What to do: From the listing below, reproduce word for word the part that opens with the line containing "flex:none; width:38px; height:38px;" and closes with the line containing "display:flex; align-items:center; justify-content:space-between;"; reproduce nothing else.
Top of Provided records
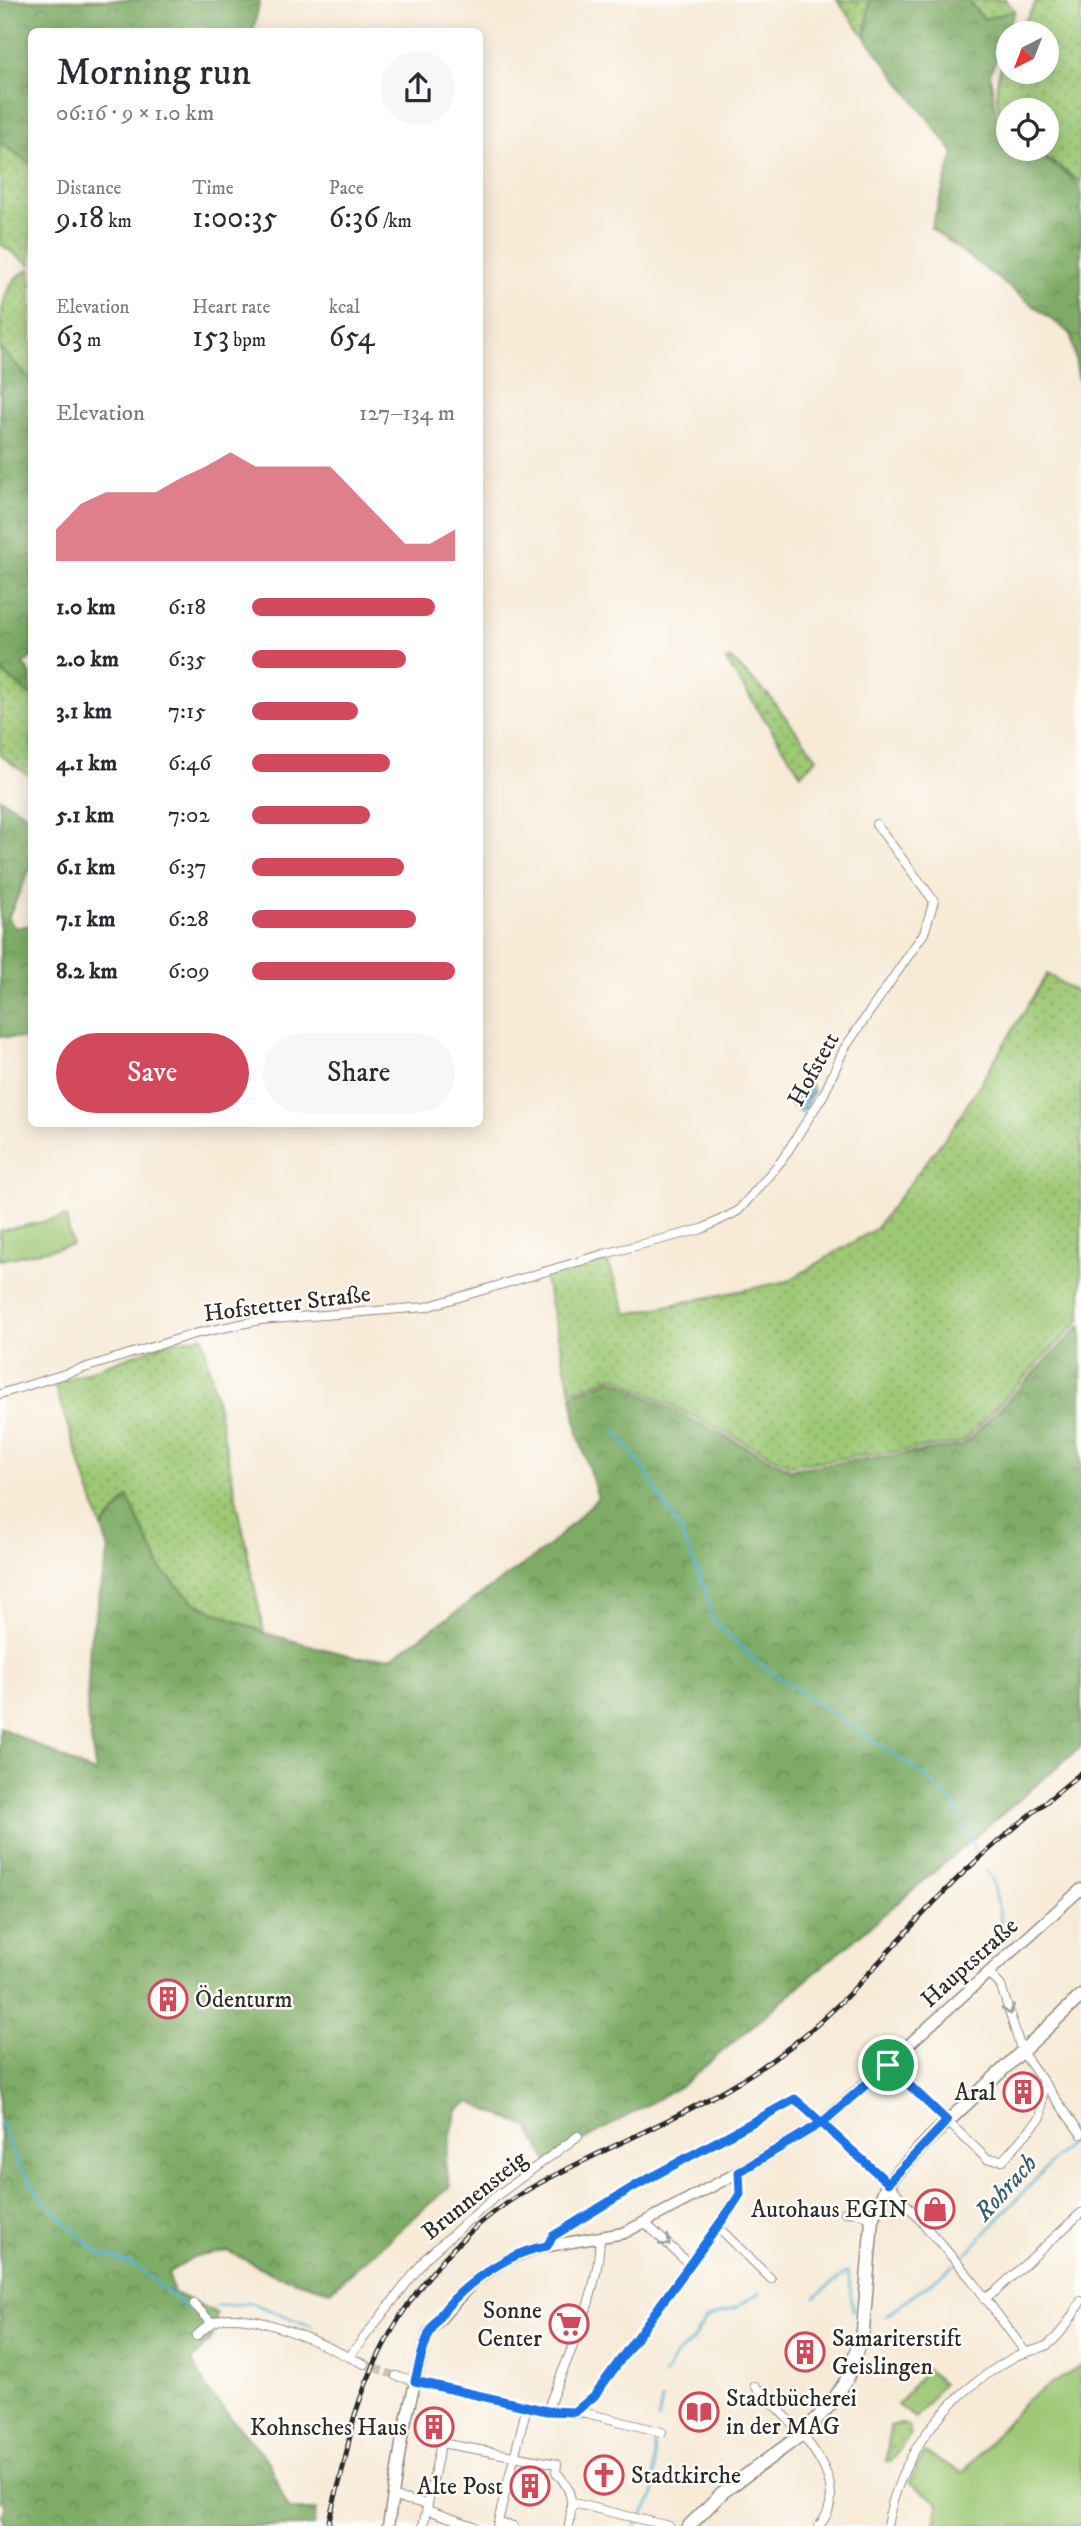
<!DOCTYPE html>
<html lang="en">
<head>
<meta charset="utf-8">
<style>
	:root { --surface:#fff; --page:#f7f7f7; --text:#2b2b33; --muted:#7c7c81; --accent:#d1495b }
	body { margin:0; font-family:"IM FELL DW Pica",serif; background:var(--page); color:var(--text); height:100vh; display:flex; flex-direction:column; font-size:26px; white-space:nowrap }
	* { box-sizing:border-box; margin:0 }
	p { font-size:23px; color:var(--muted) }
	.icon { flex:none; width:38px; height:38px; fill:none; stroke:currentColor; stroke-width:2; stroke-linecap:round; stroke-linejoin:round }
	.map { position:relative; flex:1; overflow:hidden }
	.panel { position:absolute; left:28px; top:28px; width:455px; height:1099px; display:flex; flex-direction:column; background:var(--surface); border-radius:10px; box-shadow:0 4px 18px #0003 }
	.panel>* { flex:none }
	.needle { width:46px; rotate:222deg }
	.buttons { position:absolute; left:996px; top:21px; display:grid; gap:14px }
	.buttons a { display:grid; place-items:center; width:63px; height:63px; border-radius:50%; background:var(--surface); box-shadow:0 4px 18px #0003; font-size:35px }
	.pin { position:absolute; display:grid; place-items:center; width:60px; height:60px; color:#fff; margin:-30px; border:4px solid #fff; border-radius:50%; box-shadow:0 2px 7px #0007 }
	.round { display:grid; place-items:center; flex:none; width:74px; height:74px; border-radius:37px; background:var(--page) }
	.headline { display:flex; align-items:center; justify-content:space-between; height:119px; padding:0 28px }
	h1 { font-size:38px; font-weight:600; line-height:52px }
	.metrics { display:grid; grid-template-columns:repeat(3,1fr); gap:10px; height:119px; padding:7px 28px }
	.metrics div { display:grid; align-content:center }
	.metrics b { font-size:30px; font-weight:600 }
	.metrics small { font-size:19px; font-weight:400 }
	.metrics p { font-size:19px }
	.chart { height:196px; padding:14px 28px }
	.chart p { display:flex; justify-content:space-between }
	.chart svg { width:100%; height:126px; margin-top:7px; fill:var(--accent); opacity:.7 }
	.cta { display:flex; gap:14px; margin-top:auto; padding:14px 28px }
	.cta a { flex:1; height:80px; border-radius:42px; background:var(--accent); color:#fff; font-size:28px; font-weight:600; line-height:80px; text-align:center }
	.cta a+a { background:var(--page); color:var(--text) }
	ul { padding:0 28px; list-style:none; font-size:23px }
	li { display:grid; grid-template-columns:112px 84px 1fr; align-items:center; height:52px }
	li i { height:18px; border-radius:9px; background:var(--accent) }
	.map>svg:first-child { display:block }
</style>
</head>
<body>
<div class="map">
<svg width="1081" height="2526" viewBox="0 0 1081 2526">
	<defs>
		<pattern id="grass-dots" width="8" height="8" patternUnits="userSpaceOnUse" patternTransform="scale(1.75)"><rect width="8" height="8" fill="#9dc875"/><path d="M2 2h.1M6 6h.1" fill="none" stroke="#80a360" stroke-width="1.8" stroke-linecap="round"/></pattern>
		<pattern id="forest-crowns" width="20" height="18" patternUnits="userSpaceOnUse" patternTransform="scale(1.75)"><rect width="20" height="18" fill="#7eac66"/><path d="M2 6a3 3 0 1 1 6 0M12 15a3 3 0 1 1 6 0" fill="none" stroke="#678c54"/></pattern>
		<pattern id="water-waves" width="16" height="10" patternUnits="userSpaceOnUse" patternTransform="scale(1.75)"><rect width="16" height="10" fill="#54b2d2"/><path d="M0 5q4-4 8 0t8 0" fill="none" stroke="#4691ab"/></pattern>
	</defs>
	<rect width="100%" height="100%" fill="#fdfcf7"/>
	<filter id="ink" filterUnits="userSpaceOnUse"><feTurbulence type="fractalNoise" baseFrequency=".0143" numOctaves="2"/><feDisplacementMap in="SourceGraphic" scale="14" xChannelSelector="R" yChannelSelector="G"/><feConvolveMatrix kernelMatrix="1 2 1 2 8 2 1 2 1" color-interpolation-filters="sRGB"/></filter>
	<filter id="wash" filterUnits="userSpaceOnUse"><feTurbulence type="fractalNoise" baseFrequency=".00686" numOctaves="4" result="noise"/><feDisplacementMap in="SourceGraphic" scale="28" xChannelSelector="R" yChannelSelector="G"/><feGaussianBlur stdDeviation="1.57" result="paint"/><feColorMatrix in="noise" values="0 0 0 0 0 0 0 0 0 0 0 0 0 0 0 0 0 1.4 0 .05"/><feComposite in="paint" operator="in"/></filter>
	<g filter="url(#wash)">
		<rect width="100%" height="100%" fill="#f7ead7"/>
		<g fill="url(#grass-dots)" stroke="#647a50" stroke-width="2">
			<polygon points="837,0 869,0 866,38"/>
			<polygon points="967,0 1006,0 1015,11 983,19"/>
			<path d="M1037,0H1081V182L1034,149H1046V110H1008V130L1001,125C996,92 992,81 1008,52V72H1046V33H1018Z"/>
			<polygon points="0,143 31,164 31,265 0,244"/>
			<path d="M30,269L31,270V383L0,348C0,319 0,281 30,269Z"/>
			<polygon points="730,658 769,696 817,758 801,774 726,661"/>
			<polygon points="0,670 31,696 31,777 0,755"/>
			<polygon points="1047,974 1081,995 1081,1319 962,1443 790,1465 613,1376 571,1392 544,1275 607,1260 627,1314 788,1281 875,1229 956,1123"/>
			<polygon points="203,1336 264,1633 195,1603 161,1569 128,1497 102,1528 54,1384 167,1343"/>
			<polygon points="900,2423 909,2426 910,2434 891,2462 886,2462 890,2426"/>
		</g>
		<g fill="url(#forest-crowns)" stroke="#546c48" stroke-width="2">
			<polygon points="0,0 260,0 253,31 32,32 31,164 0,143"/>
			<path d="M869,0H967L984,19L1015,11L990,74L998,127L1008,135V149C1037,149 1060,167 1081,186V394L1071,334L931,228L954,153L866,38Z"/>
			<polygon points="0,347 31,381 32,657 23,664 31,674 31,696 0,670"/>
			<polygon points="0,798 31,817 31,867 8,918 15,928 31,925 31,1036 25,1039 0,1036"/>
			<polygon points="1081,1325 1081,1747 684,2084 547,2161 529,2128 470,2102 457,2109 445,2163 450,2186 330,2291 275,2275 228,2251 193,2257 168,2273 174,2293 217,2313 213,2336 192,2361 209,2393 270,2463 288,2510 316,2510 313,2526 6,2526 2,2515 6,2506 0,2501 0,1727 96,1774 87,1711 90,1640 109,1550 102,1528 128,1497 161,1569 195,1603 264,1633 358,1658 392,1657 547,1548 598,1498 578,1434 572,1395 612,1379 790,1469 963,1446"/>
		</g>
		<g fill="#9dc875" stroke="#647a50" stroke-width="2">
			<polygon points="66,1217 72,1245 0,1260 0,1231"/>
			<polygon points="1081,2366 1081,2526 933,2526 939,2503 909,2482 925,2453 963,2473 1026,2400"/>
			<polygon points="926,2369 943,2383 915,2418 898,2405"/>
		</g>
		<polygon fill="url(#water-waves)" stroke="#406e7e" stroke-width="2" points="810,1084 814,1093 807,1100 807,1108 801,1113 793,1107 791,1097 799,1086"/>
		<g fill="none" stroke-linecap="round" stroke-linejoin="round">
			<g stroke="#54b2d2" stroke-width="2.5">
				<polyline points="615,1430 643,1468 679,1528 706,1592 712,1619 754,1660 924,1775 953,1803 976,1852"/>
				<polyline points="986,1870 993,1881 1002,1925"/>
				<polyline points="0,2122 17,2163 44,2201 97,2252 135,2266 191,2310"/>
				<polyline points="959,2261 1079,2133"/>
				<polyline points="815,2297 848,2271 853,2311"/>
				<polyline points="215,2306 251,2303 312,2326"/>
				<polyline points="886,2316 954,2265"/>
				<polyline points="664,2376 676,2355 691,2342 706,2319 737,2307 760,2293"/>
				<polyline points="658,2420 662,2400"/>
				<polyline points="635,2526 654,2497 655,2438"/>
			</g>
		</g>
	</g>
	<g filter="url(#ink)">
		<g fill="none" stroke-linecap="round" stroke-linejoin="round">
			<polyline stroke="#cec4b5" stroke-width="8" stroke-dasharray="8 4" stroke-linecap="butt" points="364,2364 396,2376"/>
			<g stroke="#918a81" stroke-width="10">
				<g id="street">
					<polyline points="0,1394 194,1334 260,1320 426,1307 604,1254 702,1229 738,1211 782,1160 824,1094 844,1049 924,933 934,901 876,824"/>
					<polyline points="988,1972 1001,1986 1022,2052 1081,2134"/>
					<polyline points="888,2065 987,2159 1003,2160 1041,2117 1043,2084"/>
					<polyline points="845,2212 859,2213 872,2219"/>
					<polyline points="644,2222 688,2263"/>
					<polyline points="717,2226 771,2279"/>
					<polyline points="547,2246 553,2236 635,2186 795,2099 888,2183 972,2280 1026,2353"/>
					<polyline points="984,2299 996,2291 1081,2213"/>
					<polyline points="194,2304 211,2322"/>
					<path d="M196,2336C206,2327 215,2319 229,2318C267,2316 330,2348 364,2364"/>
					<polyline points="349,2357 427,2257 495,2197 578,2136"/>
					<polyline points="396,2376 547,2411 586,2413 662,2432"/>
					<path d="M755,2386C785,2417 860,2479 819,2526"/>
					<path d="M547,2411C568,2353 598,2300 600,2238"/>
					<polyline points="575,2412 594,2396 731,2208 740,2194 739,2172"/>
					<polyline points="393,2497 428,2504"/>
					<polyline points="573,2503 669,2526"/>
					<polyline points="427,2510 474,2526"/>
					<polyline points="498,2523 513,2526"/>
					<path d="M423,2526L441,2443L557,2464L556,2472C573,2490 573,2502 569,2526"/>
					<polyline points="497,2526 527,2406"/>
					<path d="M887,2526C901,2450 948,2395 1014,2357C1024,2351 1039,2351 1049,2344C1062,2334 1073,2315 1081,2301"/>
				</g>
			</g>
			<g stroke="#918a81" stroke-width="13">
				<polyline id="secondary" points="388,2526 403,2432 423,2350 429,2332 474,2281 506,2260 537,2248 624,2233 739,2172 823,2122 1081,1889"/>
			</g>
			<g stroke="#918a81" stroke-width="15">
				<polyline id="primary" points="689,2526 723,2492 801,2435 831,2404 847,2379 863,2331 872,2219 888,2183 928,2140 1081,1996"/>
			</g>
			<use href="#street" stroke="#fff" stroke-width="8"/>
			<use href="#secondary" stroke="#fff" stroke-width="10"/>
			<use href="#primary" stroke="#fff" stroke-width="12"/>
			<g stroke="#2b2b2b" stroke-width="5">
				<path id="rail" d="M328,2526C331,2508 338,2490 342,2472C347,2455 349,2436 354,2418C383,2323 449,2231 538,2184C622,2139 715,2105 791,2046C850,2001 895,1941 947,1889C988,1847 1036,1811 1081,1773"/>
			</g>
			<use href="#rail" stroke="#fdfcf7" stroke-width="2.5" stroke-dasharray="8" stroke-linecap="butt"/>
		</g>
		<defs><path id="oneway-chevron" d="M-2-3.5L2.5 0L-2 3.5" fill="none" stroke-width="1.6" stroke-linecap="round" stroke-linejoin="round" transform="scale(1.75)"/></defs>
		<g stroke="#a0a0a0">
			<use href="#oneway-chevron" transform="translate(1009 2010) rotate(72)"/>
			<use href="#oneway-chevron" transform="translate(666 2242) rotate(43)"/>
		</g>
	</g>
	<g fill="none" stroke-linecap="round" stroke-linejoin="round" filter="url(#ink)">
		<g stroke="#fff" stroke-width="14">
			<path id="route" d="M888,2065L823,2122L739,2172L740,2194L731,2208L594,2396L575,2412L547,2411L415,2381C419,2366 422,2349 429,2334C448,2294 503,2253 547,2246L553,2236L635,2186L795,2099L888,2183L947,2121L888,2065"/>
		</g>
		<use href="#route" stroke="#1a73e8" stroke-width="9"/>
	</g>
	<defs>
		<g id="building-ring" transform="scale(2.0125)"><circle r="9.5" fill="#fdfcf7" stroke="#d1495b" stroke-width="1.5"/><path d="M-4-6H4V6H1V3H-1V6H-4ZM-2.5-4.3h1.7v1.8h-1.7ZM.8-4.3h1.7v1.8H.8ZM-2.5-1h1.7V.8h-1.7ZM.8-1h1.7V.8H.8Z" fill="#d1495b"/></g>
		<g id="shop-ring" transform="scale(2.0125)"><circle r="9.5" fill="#fdfcf7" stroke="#d1495b" stroke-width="1.5"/><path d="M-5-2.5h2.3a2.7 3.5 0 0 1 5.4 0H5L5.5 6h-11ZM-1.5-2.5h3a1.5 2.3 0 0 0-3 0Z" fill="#d1495b"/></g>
		<g id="supermarket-ring" transform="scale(2.0125)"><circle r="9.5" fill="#fdfcf7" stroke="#d1495b" stroke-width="1.5"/><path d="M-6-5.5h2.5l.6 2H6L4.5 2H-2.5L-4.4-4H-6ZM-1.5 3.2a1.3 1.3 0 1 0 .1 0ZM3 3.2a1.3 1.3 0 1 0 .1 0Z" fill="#d1495b"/></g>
		<g id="library-ring" transform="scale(2.0125)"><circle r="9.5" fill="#fdfcf7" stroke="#d1495b" stroke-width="1.5"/><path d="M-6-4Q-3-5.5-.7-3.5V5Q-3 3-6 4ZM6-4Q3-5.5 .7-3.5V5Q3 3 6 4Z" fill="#d1495b"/></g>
		<g id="church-ring" transform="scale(2.0125)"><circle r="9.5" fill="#fdfcf7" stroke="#d1495b" stroke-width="1.5"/><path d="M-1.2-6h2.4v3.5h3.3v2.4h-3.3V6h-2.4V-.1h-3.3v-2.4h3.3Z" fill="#d1495b"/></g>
	</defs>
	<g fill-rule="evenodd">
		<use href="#building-ring" x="168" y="1999"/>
		<use href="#building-ring" x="1023" y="2092"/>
		<use href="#shop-ring" x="935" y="2209"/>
		<use href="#supermarket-ring" x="569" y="2324"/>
		<use href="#building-ring" x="805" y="2352"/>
		<use href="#library-ring" x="699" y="2412"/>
		<use href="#building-ring" x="434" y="2427"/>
		<use href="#church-ring" x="604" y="2475"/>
		<use href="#building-ring" x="530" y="2486"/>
	</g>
	<g text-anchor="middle" stroke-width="5" stroke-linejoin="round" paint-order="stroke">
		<g font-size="24" fill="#2b2b2b" stroke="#fdfcf7">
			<text transform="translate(813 1069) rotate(-61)" y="8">Hofstett</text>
			<text transform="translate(287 1303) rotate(-7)" y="8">Hofstetter Straße</text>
			<text transform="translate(969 1962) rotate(-42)" y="8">Hauptstraße</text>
			<text transform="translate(474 2195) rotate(-39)" y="8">Brunnensteig</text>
		</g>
		<g font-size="24" fill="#2b2b2b" stroke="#fdfcf7" text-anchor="end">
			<text x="195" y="2007" text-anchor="start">Ödenturm</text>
			<text x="996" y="2100">Aral</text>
			<text x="908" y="2217">Autohaus EGIN</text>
			<text x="542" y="2318">Sonne<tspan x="542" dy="28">Center</tspan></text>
			<text x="832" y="2346" text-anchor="start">Samariterstift<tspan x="832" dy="28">Geislingen</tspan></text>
			<text x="726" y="2406" text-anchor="start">Stadtbücherei<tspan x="726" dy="28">in der MAG</tspan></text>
			<text x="407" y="2435">Kohnsches Haus</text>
			<text x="631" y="2483" text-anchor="start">Stadtkirche</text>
			<text x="503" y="2494">Alte Post</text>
		</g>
		<g font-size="26" font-style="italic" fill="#3b616e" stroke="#fdfcf7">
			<text transform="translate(1005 2187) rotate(-48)" y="9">Rohrach</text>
		</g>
	</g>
</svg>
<div class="buttons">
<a><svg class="needle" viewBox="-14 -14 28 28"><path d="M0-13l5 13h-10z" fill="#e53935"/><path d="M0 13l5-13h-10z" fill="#7c7c81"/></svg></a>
<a><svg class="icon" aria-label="locate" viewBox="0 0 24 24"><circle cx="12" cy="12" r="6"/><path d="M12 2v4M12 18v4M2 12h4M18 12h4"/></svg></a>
</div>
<div class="pin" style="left:888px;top:2065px;background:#1e9e55"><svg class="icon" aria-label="arrive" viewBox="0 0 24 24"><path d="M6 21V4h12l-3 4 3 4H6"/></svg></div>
<section class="panel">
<div class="headline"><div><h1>Morning run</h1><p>06:16 · 9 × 1.0 km</p></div><a class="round"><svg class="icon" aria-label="share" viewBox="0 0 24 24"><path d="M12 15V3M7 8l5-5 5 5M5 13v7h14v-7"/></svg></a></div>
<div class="metrics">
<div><p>Distance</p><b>9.18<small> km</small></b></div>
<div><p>Time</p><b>1:00:35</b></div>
<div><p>Pace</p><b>6:36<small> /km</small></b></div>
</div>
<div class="metrics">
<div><p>Elevation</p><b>63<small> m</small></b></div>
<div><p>Heart rate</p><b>153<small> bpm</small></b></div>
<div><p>kcal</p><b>654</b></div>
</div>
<div class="chart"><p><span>Elevation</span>127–134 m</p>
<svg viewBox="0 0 160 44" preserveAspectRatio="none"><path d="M0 44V33L10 24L20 20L30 20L40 20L50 15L60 11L70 6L80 11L90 11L100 11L110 11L120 20L130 29L140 38L150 38L160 33V44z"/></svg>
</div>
<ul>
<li><b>1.0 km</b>6:18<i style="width:90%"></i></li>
<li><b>2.0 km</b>6:35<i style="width:76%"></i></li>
<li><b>3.1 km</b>7:15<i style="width:52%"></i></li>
<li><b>4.1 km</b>6:46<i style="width:68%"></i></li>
<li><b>5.1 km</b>7:02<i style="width:58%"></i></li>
<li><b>6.1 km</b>6:37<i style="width:75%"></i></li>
<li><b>7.1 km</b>6:28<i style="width:81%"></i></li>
<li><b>8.2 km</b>6:09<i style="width:100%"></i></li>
</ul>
<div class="cta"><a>Save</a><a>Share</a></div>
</section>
</div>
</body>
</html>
Bottom of Provided records
Task answer:
	.icon { flex:none; width:38px; height:38px; fill:none; stroke:currentColor; stroke-width:2; stroke-linecap:round; stroke-linejoin:round }
	.map { position:relative; flex:1; overflow:hidden }
	.panel { position:absolute; left:28px; top:28px; width:455px; height:1099px; display:flex; flex-direction:column; background:var(--surface); border-radius:10px; box-shadow:0 4px 18px #0003 }
	.panel>* { flex:none }
	.needle { width:46px; rotate:222deg }
	.buttons { position:absolute; left:996px; top:21px; display:grid; gap:14px }
	.buttons a { display:grid; place-items:center; width:63px; height:63px; border-radius:50%; background:var(--surface); box-shadow:0 4px 18px #0003; font-size:35px }
	.pin { position:absolute; display:grid; place-items:center; width:60px; height:60px; color:#fff; margin:-30px; border:4px solid #fff; border-radius:50%; box-shadow:0 2px 7px #0007 }
	.round { display:grid; place-items:center; flex:none; width:74px; height:74px; border-radius:37px; background:var(--page) }
	.headline { display:flex; align-items:center; justify-content:space-between; height:119px; padding:0 28px }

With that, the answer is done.